# Records from a collection
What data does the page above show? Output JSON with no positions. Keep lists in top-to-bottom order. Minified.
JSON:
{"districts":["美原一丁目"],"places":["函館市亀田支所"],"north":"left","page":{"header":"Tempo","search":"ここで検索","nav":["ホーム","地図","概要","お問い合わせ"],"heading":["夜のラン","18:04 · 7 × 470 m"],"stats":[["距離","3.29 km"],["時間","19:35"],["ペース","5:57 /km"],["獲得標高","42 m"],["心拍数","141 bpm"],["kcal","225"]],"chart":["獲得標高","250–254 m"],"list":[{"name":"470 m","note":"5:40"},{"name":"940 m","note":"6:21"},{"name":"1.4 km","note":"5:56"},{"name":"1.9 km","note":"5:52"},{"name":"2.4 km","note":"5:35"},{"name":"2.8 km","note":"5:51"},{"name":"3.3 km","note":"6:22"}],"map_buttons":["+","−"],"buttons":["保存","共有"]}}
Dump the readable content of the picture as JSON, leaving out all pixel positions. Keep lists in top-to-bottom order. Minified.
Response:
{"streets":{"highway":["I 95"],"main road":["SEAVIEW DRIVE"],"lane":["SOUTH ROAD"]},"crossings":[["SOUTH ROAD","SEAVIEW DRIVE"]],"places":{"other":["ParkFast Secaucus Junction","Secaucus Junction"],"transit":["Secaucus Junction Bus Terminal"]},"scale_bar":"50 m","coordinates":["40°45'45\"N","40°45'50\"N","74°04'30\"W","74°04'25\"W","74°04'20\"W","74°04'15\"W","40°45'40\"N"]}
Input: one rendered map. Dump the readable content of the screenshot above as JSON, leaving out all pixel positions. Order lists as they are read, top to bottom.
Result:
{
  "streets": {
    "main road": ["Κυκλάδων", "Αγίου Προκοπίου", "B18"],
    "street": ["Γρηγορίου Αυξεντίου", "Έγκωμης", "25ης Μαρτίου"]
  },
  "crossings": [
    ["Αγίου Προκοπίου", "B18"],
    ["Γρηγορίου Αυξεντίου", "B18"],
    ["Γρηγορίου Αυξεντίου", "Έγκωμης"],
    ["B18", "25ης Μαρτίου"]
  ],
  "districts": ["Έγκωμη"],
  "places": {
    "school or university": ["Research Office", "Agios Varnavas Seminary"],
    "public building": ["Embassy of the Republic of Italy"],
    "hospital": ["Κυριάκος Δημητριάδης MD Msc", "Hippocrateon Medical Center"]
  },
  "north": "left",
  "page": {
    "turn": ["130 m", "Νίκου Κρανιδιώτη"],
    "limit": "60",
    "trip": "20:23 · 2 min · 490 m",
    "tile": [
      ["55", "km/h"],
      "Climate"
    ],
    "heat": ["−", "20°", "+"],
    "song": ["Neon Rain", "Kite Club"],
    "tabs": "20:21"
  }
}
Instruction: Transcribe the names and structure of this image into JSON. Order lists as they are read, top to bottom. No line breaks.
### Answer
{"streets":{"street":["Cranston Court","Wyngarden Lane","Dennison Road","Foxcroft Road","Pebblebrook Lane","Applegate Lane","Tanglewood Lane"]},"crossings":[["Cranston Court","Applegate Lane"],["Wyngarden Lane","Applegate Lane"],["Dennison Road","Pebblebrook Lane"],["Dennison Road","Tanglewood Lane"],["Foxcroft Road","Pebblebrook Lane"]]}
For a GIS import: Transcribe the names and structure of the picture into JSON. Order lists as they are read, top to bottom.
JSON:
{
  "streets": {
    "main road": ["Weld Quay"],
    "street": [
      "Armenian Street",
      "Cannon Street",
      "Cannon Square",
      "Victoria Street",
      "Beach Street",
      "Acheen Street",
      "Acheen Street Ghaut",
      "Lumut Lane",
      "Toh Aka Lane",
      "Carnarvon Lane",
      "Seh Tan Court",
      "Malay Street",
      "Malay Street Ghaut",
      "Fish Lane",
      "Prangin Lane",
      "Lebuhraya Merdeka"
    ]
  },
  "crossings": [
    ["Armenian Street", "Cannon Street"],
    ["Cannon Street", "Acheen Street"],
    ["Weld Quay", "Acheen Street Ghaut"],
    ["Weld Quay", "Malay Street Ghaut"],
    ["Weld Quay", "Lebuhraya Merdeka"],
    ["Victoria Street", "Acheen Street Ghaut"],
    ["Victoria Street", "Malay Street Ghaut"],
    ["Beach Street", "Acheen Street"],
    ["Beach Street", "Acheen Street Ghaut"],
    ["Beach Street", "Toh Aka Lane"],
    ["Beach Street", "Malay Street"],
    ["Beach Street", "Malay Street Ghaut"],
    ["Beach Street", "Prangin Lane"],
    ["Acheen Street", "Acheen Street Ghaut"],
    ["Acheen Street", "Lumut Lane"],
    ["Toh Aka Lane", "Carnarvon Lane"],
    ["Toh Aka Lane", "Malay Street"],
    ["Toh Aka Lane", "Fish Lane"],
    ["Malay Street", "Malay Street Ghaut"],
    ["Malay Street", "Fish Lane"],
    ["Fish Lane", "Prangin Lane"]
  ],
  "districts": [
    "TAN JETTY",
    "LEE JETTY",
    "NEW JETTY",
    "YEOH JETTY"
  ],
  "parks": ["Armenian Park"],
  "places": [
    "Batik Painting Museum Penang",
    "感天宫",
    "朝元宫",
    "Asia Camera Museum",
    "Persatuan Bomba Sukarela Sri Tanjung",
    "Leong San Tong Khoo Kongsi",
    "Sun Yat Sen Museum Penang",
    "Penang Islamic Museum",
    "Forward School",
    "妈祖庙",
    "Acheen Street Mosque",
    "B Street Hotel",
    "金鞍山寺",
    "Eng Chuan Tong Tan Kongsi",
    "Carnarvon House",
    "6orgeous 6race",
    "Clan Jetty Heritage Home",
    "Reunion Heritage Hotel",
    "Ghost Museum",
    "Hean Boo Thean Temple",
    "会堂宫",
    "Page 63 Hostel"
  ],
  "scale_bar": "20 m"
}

# TASK DETAILS
Set down the entries above once more, verbatim.

# RESULT OF THIS TASK
What data does the page above show? Output JSON with no positions. Keep lists in top-to-bottom order. Minified.
JSON:
{"districts":["美原一丁目"],"places":["函館市亀田支所"],"north":"left","page":{"header":"Tempo","search":"ここで検索","nav":["ホーム","地図","概要","お問い合わせ"],"heading":["夜のラン","18:04 · 7 × 470 m"],"stats":[["距離","3.29 km"],["時間","19:35"],["ペース","5:57 /km"],["獲得標高","42 m"],["心拍数","141 bpm"],["kcal","225"]],"chart":["獲得標高","250–254 m"],"list":[{"name":"470 m","note":"5:40"},{"name":"940 m","note":"6:21"},{"name":"1.4 km","note":"5:56"},{"name":"1.9 km","note":"5:52"},{"name":"2.4 km","note":"5:35"},{"name":"2.8 km","note":"5:51"},{"name":"3.3 km","note":"6:22"}],"map_buttons":["+","−"],"buttons":["保存","共有"]}}
Dump the readable content of the picture as JSON, leaving out all pixel positions. Keep lists in top-to-bottom order. Minified.
Response:
{"streets":{"highway":["I 95"],"main road":["SEAVIEW DRIVE"],"lane":["SOUTH ROAD"]},"crossings":[["SOUTH ROAD","SEAVIEW DRIVE"]],"places":{"other":["ParkFast Secaucus Junction","Secaucus Junction"],"transit":["Secaucus Junction Bus Terminal"]},"scale_bar":"50 m","coordinates":["40°45'45\"N","40°45'50\"N","74°04'30\"W","74°04'25\"W","74°04'20\"W","74°04'15\"W","40°45'40\"N"]}
Input: one rendered map. Dump the readable content of the screenshot above as JSON, leaving out all pixel positions. Order lists as they are read, top to bottom.
Result:
{
  "streets": {
    "main road": ["Κυκλάδων", "Αγίου Προκοπίου", "B18"],
    "street": ["Γρηγορίου Αυξεντίου", "Έγκωμης", "25ης Μαρτίου"]
  },
  "crossings": [
    ["Αγίου Προκοπίου", "B18"],
    ["Γρηγορίου Αυξεντίου", "B18"],
    ["Γρηγορίου Αυξεντίου", "Έγκωμης"],
    ["B18", "25ης Μαρτίου"]
  ],
  "districts": ["Έγκωμη"],
  "places": {
    "school or university": ["Research Office", "Agios Varnavas Seminary"],
    "public building": ["Embassy of the Republic of Italy"],
    "hospital": ["Κυριάκος Δημητριάδης MD Msc", "Hippocrateon Medical Center"]
  },
  "north": "left",
  "page": {
    "turn": ["130 m", "Νίκου Κρανιδιώτη"],
    "limit": "60",
    "trip": "20:23 · 2 min · 490 m",
    "tile": [
      ["55", "km/h"],
      "Climate"
    ],
    "heat": ["−", "20°", "+"],
    "song": ["Neon Rain", "Kite Club"],
    "tabs": "20:21"
  }
}
Instruction: Transcribe the names and structure of this image into JSON. Order lists as they are read, top to bottom. No line breaks.
### Answer
{"streets":{"street":["Cranston Court","Wyngarden Lane","Dennison Road","Foxcroft Road","Pebblebrook Lane","Applegate Lane","Tanglewood Lane"]},"crossings":[["Cranston Court","Applegate Lane"],["Wyngarden Lane","Applegate Lane"],["Dennison Road","Pebblebrook Lane"],["Dennison Road","Tanglewood Lane"],["Foxcroft Road","Pebblebrook Lane"]]}
For a GIS import: Transcribe the names and structure of the picture into JSON. Order lists as they are read, top to bottom.
JSON:
{
  "streets": {
    "main road": ["Weld Quay"],
    "street": [
      "Armenian Street",
      "Cannon Street",
      "Cannon Square",
      "Victoria Street",
      "Beach Street",
      "Acheen Street",
      "Acheen Street Ghaut",
      "Lumut Lane",
      "Toh Aka Lane",
      "Carnarvon Lane",
      "Seh Tan Court",
      "Malay Street",
      "Malay Street Ghaut",
      "Fish Lane",
      "Prangin Lane",
      "Lebuhraya Merdeka"
    ]
  },
  "crossings": [
    ["Armenian Street", "Cannon Street"],
    ["Cannon Street", "Acheen Street"],
    ["Weld Quay", "Acheen Street Ghaut"],
    ["Weld Quay", "Malay Street Ghaut"],
    ["Weld Quay", "Lebuhraya Merdeka"],
    ["Victoria Street", "Acheen Street Ghaut"],
    ["Victoria Street", "Malay Street Ghaut"],
    ["Beach Street", "Acheen Street"],
    ["Beach Street", "Acheen Street Ghaut"],
    ["Beach Street", "Toh Aka Lane"],
    ["Beach Street", "Malay Street"],
    ["Beach Street", "Malay Street Ghaut"],
    ["Beach Street", "Prangin Lane"],
    ["Acheen Street", "Acheen Street Ghaut"],
    ["Acheen Street", "Lumut Lane"],
    ["Toh Aka Lane", "Carnarvon Lane"],
    ["Toh Aka Lane", "Malay Street"],
    ["Toh Aka Lane", "Fish Lane"],
    ["Malay Street", "Malay Street Ghaut"],
    ["Malay Street", "Fish Lane"],
    ["Fish Lane", "Prangin Lane"]
  ],
  "districts": [
    "TAN JETTY",
    "LEE JETTY",
    "NEW JETTY",
    "YEOH JETTY"
  ],
  "parks": ["Armenian Park"],
  "places": [
    "Batik Painting Museum Penang",
    "感天宫",
    "朝元宫",
    "Asia Camera Museum",
    "Persatuan Bomba Sukarela Sri Tanjung",
    "Leong San Tong Khoo Kongsi",
    "Sun Yat Sen Museum Penang",
    "Penang Islamic Museum",
    "Forward School",
    "妈祖庙",
    "Acheen Street Mosque",
    "B Street Hotel",
    "金鞍山寺",
    "Eng Chuan Tong Tan Kongsi",
    "Carnarvon House",
    "6orgeous 6race",
    "Clan Jetty Heritage Home",
    "Reunion Heritage Hotel",
    "Ghost Museum",
    "Hean Boo Thean Temple",
    "会堂宫",
    "Page 63 Hostel"
  ],
  "scale_bar": "20 m"
}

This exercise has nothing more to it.